Tally every line below where "summary" appears, then report the total alone.

##### SUPPLIED RECORDS

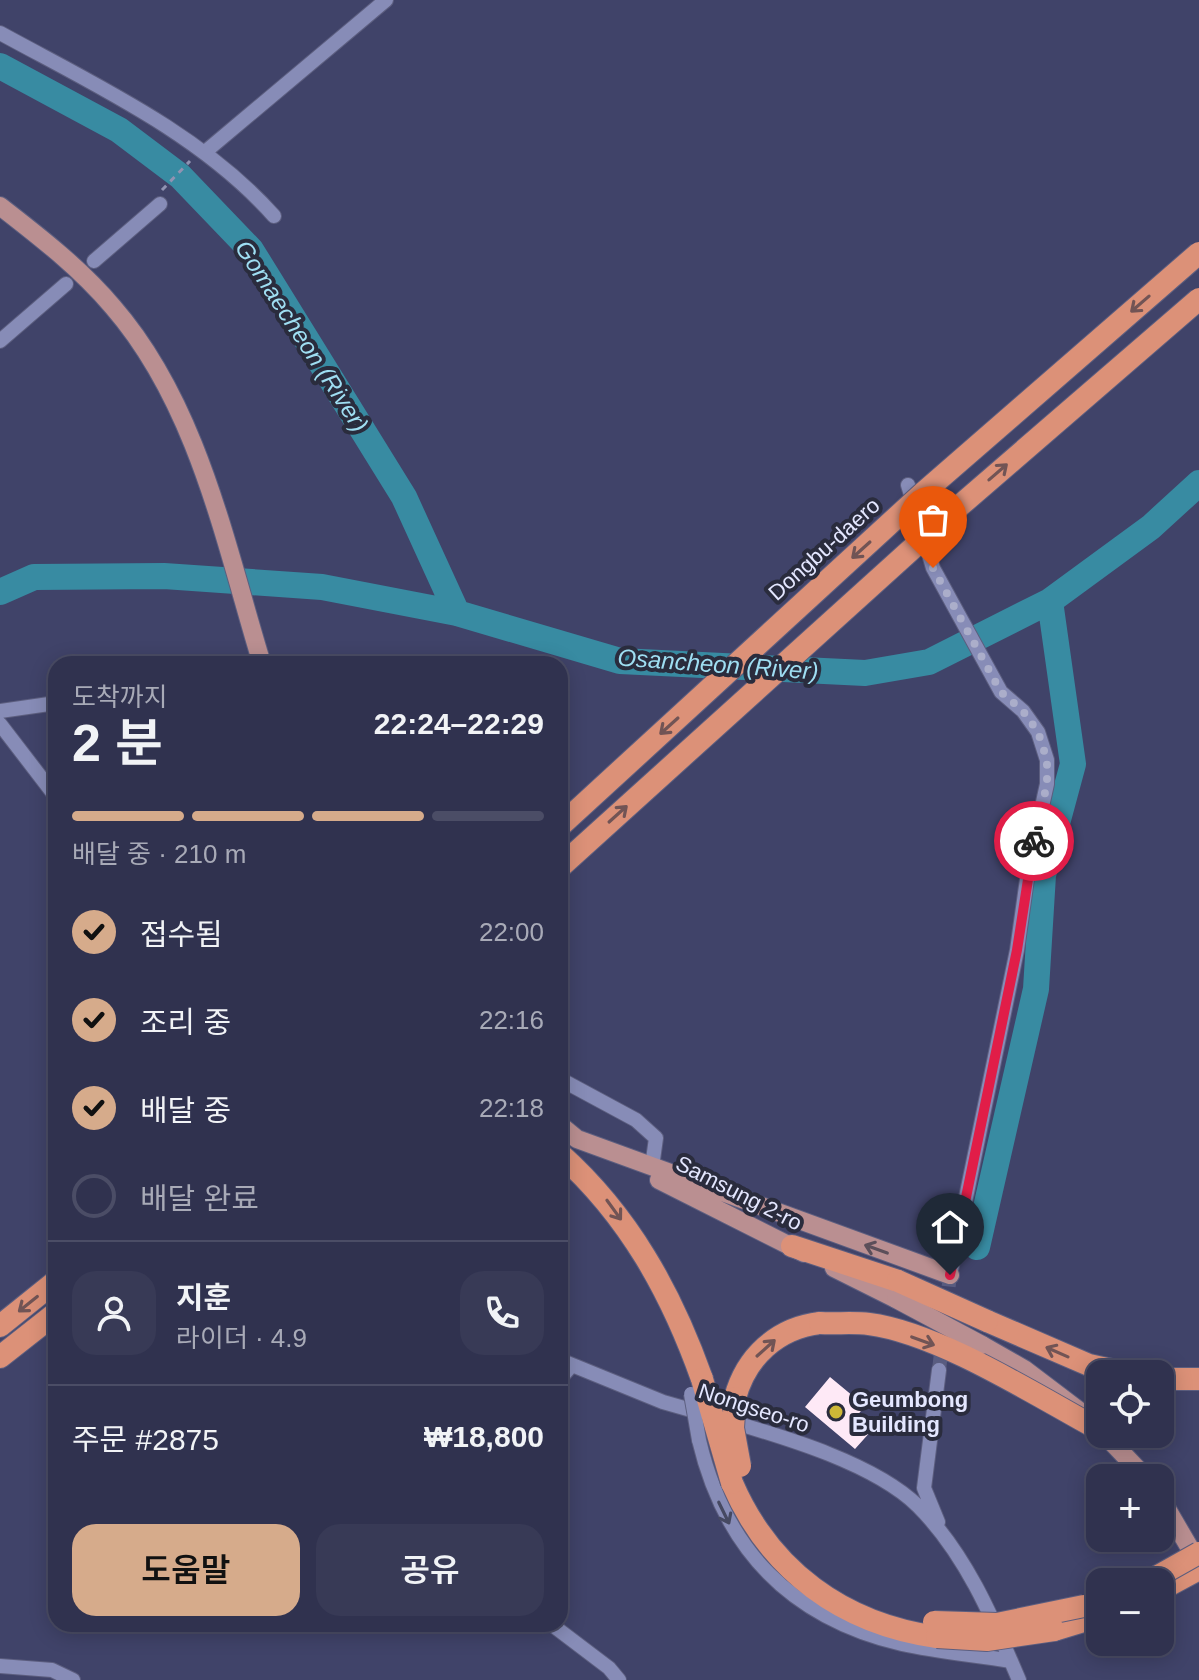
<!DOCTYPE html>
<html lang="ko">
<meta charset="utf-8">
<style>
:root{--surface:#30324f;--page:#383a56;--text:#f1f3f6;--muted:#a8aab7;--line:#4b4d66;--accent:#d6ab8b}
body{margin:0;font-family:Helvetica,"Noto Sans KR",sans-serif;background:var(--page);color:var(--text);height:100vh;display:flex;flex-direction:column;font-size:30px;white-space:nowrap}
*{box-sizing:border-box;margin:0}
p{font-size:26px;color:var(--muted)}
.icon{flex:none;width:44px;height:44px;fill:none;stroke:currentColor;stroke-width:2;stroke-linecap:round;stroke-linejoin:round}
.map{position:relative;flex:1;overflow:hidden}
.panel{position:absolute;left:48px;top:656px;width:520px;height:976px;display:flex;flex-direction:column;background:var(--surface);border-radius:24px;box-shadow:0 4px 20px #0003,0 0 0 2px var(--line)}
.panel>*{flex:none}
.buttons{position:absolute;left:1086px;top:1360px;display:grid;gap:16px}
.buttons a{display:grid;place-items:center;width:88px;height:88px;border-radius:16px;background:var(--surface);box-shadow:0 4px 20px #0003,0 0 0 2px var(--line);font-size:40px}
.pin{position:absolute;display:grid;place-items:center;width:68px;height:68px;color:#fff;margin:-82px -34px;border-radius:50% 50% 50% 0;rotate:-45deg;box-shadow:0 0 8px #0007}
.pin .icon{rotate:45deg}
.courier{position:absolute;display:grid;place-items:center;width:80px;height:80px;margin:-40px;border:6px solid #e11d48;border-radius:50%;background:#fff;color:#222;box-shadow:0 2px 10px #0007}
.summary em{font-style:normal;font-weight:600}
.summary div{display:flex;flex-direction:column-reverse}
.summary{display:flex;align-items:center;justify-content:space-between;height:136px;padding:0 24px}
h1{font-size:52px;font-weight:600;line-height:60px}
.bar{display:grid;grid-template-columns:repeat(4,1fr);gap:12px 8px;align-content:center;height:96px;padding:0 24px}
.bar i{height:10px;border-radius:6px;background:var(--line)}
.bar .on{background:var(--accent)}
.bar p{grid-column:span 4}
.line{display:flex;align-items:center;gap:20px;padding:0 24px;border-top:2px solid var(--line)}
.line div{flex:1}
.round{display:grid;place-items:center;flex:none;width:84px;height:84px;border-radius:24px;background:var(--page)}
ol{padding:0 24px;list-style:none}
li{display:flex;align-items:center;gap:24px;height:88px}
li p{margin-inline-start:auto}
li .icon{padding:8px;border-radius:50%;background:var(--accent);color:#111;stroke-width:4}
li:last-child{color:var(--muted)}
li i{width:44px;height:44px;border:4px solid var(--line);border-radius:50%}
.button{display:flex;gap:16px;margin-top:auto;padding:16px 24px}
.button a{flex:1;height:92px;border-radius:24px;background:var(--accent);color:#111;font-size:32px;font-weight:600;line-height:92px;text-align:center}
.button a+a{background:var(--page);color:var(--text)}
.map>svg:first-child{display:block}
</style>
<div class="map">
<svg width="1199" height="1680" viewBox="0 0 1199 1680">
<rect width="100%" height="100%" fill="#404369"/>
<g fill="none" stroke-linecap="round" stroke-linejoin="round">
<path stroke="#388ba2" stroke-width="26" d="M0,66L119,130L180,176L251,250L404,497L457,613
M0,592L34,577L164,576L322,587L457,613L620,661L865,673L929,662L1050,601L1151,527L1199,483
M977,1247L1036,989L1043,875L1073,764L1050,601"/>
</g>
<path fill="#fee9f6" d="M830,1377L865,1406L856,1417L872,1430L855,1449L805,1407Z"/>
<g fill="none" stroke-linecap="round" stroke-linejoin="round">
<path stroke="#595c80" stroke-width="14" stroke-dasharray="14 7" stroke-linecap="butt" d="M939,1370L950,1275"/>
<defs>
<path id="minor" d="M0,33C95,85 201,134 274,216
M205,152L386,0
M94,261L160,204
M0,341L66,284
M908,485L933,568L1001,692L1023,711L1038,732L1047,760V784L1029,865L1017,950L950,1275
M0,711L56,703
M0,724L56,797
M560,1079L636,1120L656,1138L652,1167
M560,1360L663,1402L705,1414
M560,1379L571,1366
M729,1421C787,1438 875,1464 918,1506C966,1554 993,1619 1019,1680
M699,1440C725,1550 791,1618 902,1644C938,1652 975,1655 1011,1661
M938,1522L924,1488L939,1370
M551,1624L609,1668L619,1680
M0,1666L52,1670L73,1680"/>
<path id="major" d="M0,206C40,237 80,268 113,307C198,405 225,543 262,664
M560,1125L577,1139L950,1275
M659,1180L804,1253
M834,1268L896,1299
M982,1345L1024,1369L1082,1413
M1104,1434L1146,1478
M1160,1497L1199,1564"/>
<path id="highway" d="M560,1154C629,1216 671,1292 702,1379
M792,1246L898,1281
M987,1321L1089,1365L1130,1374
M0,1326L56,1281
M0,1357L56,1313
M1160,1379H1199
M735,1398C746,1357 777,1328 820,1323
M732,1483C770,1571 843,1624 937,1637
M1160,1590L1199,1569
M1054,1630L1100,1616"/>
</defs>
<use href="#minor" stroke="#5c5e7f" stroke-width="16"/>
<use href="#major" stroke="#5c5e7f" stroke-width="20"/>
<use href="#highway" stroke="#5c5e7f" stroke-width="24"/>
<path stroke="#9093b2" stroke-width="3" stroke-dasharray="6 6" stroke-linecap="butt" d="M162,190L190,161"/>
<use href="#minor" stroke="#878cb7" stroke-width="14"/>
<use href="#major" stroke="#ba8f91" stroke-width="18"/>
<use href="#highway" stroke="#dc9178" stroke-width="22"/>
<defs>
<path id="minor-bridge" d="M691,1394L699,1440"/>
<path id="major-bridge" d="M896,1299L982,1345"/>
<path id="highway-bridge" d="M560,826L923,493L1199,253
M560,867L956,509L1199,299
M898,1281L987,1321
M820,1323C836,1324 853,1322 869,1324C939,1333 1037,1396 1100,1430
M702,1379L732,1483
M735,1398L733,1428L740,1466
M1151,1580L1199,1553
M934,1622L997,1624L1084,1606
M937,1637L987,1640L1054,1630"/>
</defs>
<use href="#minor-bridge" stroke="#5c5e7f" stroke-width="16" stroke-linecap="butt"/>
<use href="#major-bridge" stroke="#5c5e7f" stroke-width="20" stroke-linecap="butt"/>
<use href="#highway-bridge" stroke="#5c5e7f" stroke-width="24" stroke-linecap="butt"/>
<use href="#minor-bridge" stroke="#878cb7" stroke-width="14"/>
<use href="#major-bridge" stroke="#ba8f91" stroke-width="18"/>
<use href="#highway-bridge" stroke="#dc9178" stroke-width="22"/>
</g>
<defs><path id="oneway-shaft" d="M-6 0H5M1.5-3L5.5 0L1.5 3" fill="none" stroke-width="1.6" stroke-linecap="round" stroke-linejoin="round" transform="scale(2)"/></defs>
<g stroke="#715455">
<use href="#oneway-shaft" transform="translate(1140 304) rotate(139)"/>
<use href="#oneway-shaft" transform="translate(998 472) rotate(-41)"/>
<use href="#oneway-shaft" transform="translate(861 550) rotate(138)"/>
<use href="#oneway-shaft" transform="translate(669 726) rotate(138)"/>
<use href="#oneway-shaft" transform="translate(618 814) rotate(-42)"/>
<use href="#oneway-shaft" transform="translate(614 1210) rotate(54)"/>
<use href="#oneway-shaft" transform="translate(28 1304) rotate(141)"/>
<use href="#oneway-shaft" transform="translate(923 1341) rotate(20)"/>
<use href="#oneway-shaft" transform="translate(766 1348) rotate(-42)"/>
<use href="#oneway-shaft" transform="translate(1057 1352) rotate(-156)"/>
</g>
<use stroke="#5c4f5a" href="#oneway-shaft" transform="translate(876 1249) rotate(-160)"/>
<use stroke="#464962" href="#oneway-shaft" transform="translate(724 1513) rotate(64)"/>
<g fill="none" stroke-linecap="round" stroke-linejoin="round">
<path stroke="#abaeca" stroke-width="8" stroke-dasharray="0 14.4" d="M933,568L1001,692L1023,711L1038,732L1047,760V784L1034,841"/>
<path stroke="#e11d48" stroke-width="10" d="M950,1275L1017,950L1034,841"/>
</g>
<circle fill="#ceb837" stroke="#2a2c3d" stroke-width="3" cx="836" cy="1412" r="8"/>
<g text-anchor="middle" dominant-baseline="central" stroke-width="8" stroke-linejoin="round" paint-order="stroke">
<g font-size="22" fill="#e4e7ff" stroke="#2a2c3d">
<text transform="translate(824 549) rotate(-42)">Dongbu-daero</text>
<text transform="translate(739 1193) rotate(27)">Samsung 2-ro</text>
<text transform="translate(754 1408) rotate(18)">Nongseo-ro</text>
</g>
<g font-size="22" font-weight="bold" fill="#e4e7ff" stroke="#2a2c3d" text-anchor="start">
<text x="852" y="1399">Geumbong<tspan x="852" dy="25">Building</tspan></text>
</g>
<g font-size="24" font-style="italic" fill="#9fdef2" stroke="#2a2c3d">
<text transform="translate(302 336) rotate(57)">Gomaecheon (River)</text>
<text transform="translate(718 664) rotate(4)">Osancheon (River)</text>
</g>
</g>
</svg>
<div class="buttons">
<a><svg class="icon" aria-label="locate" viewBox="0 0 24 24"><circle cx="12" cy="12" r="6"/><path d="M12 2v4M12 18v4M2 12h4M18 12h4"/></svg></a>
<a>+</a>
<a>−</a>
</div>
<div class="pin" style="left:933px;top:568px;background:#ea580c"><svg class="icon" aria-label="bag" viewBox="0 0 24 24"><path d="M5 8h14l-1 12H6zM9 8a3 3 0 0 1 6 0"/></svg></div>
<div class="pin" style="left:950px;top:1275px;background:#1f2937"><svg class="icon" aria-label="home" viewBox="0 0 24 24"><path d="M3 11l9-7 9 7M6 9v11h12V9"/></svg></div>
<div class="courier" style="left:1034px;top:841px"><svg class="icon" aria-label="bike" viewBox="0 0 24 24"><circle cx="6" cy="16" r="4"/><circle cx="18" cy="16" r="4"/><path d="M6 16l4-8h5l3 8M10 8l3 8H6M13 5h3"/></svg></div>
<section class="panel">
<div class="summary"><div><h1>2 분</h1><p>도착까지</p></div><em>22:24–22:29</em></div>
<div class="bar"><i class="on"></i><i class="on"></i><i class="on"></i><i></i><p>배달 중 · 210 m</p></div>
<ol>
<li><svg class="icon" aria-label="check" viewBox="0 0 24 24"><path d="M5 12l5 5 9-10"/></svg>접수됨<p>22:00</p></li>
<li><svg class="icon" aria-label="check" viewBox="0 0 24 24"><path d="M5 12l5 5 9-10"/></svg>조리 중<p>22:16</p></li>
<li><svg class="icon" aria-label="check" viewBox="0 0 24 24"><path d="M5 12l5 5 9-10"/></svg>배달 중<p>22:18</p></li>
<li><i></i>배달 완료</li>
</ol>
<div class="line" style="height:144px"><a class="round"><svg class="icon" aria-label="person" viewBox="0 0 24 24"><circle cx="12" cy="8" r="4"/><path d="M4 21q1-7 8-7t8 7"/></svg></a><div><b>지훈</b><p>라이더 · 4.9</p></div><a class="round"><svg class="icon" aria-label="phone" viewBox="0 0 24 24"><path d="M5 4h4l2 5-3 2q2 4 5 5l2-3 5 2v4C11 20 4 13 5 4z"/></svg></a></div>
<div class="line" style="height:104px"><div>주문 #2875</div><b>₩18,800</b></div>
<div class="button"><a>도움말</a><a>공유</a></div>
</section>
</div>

##########

> **RESULT FOR THIS TASK**
4